#### Input data
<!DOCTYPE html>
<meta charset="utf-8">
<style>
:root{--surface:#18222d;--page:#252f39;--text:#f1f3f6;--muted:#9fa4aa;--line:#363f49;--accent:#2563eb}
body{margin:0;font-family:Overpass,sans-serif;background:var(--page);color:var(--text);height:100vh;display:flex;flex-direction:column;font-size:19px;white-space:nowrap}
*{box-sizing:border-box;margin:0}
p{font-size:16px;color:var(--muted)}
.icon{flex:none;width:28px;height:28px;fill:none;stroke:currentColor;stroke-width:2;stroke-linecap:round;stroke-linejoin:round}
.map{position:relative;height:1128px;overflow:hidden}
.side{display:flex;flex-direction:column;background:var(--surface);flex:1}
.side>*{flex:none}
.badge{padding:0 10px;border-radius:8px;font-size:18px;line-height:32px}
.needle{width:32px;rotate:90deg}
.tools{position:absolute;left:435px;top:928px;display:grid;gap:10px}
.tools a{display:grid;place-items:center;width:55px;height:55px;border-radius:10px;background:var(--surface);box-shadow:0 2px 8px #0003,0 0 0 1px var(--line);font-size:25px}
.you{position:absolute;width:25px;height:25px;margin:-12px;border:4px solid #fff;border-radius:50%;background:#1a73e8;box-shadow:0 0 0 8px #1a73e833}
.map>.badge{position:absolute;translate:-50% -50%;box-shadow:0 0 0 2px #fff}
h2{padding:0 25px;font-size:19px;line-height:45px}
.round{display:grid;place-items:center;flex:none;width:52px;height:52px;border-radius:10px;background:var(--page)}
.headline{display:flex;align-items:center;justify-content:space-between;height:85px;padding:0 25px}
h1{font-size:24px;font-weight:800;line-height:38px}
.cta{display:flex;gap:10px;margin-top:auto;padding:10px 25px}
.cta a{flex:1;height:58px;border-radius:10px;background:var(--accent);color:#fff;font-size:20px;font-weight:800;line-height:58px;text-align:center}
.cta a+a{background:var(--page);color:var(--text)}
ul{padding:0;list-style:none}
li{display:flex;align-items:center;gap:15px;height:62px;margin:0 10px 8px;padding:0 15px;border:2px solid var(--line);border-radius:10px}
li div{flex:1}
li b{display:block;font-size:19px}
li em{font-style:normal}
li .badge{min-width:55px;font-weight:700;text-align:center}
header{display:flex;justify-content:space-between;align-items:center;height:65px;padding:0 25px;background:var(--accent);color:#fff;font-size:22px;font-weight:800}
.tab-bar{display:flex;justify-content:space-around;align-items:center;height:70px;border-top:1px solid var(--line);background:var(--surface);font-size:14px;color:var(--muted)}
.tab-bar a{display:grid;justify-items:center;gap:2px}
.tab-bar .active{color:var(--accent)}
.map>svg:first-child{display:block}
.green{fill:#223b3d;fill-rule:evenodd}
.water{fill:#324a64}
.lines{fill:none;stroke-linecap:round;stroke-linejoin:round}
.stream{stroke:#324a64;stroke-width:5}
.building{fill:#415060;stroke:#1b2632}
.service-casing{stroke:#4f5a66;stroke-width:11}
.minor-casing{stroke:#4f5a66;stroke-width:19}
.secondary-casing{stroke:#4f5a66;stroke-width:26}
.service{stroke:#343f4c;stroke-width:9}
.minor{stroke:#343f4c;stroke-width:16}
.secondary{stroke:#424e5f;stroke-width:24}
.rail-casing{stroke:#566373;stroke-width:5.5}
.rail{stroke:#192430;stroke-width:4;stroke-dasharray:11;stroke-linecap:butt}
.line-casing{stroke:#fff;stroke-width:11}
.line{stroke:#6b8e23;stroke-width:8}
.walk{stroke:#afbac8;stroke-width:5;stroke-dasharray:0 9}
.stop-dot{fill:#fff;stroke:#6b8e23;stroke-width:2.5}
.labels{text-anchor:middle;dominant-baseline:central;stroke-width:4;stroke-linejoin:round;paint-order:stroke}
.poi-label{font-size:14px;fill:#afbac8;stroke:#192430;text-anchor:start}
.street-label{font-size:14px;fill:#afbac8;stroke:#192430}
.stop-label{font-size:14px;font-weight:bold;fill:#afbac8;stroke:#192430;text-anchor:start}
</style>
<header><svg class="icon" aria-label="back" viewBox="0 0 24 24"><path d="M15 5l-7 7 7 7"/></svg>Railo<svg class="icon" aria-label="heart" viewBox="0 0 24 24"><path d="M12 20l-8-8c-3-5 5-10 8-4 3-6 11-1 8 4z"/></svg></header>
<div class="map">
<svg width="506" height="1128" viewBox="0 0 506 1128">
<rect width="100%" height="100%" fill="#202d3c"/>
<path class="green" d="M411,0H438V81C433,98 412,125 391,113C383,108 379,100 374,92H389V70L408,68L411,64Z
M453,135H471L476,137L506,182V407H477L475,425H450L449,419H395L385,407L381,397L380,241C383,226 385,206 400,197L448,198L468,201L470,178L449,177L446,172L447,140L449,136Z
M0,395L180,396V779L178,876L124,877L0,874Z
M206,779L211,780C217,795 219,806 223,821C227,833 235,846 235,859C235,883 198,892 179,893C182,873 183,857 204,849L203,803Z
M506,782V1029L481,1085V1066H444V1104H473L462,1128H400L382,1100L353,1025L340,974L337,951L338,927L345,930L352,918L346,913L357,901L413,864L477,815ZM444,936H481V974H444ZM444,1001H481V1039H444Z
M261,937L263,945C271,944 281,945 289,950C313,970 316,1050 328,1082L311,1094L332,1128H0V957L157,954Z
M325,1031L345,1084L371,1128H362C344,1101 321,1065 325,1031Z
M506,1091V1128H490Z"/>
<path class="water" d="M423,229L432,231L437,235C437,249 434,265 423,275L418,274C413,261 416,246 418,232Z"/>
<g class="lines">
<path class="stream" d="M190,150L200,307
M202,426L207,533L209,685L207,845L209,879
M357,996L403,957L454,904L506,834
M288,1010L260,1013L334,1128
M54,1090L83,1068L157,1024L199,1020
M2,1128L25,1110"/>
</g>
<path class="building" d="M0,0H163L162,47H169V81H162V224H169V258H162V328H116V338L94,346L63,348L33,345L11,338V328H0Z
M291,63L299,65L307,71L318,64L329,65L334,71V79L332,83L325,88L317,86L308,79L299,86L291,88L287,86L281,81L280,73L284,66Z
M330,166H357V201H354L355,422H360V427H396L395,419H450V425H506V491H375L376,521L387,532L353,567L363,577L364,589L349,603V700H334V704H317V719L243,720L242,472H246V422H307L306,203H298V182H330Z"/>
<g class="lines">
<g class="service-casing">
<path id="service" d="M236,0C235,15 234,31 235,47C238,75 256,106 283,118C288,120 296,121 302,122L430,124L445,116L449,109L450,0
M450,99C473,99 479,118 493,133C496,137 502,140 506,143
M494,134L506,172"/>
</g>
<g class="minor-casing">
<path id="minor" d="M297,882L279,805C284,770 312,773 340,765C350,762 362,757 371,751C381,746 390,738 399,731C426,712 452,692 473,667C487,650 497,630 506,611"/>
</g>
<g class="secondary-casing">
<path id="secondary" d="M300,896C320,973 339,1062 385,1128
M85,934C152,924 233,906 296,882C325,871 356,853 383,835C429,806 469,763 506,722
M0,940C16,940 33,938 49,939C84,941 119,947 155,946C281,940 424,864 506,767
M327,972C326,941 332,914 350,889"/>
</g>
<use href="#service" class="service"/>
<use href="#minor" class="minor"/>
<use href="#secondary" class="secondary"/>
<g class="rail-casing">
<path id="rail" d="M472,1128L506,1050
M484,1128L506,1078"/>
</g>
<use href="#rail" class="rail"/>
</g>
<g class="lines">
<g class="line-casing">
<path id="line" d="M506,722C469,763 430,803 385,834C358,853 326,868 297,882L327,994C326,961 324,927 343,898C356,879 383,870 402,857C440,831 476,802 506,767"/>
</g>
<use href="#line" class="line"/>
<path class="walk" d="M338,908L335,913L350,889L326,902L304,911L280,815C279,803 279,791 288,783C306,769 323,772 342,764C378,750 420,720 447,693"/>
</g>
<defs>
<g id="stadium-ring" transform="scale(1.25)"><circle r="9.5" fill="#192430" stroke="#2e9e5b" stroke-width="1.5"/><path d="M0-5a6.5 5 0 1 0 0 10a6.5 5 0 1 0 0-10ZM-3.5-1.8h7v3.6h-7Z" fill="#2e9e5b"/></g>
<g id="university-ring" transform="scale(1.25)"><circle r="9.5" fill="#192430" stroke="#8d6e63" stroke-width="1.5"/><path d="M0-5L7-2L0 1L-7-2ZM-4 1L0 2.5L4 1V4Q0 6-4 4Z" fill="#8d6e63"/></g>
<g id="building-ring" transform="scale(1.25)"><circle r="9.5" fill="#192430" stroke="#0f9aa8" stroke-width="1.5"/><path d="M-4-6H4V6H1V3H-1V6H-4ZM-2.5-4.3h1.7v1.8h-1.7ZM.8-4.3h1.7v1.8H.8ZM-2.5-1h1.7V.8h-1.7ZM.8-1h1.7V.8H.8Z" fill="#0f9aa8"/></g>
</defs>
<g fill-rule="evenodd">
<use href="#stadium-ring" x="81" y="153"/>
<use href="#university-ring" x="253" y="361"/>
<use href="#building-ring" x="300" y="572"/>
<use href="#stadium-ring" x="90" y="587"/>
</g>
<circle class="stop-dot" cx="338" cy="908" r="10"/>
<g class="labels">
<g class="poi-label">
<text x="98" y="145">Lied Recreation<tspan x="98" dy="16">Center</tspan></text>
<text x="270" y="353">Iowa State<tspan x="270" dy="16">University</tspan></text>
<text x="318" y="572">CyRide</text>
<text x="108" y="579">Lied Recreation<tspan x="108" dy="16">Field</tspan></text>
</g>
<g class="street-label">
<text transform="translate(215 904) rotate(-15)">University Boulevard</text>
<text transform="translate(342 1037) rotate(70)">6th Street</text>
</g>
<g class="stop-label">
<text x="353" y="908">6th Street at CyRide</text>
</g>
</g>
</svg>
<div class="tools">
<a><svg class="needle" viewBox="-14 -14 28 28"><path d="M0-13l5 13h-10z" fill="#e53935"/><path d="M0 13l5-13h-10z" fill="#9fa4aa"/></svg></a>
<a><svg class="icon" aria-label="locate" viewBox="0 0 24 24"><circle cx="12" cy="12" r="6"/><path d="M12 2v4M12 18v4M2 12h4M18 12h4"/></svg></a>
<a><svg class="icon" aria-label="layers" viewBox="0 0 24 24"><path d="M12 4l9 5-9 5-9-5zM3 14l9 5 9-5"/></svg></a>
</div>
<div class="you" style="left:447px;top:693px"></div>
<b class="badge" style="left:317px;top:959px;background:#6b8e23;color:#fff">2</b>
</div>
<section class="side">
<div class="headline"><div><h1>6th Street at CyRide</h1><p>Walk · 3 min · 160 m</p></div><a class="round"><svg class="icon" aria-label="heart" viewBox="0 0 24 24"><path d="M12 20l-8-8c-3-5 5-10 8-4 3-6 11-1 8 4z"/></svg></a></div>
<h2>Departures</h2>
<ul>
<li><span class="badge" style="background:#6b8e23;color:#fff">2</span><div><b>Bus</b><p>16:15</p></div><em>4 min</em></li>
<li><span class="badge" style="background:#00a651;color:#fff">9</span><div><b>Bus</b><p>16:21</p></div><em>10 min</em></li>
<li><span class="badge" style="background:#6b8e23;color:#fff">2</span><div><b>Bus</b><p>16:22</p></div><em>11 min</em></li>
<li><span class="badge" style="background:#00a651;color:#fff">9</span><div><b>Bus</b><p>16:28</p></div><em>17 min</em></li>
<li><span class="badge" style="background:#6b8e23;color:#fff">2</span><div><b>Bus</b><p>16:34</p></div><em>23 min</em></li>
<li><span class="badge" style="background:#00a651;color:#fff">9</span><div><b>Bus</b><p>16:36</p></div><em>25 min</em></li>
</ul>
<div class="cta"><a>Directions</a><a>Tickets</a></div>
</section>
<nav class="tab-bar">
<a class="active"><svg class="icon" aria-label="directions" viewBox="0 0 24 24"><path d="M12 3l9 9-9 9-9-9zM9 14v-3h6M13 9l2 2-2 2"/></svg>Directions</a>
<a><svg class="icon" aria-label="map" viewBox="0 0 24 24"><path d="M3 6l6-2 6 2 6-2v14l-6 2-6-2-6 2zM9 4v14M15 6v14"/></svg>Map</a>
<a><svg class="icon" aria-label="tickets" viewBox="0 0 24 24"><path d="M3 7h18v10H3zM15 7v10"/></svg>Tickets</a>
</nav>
########
#### Task directions
The answer must be every line of the records above that holds the word "active".

#### Solution to the problem
.tab-bar .active{color:var(--accent)}
<a class="active"><svg class="icon" aria-label="directions" viewBox="0 0 24 24"><path d="M12 3l9 9-9 9-9-9zM9 14v-3h6M13 9l2 2-2 2"/></svg>Directions</a>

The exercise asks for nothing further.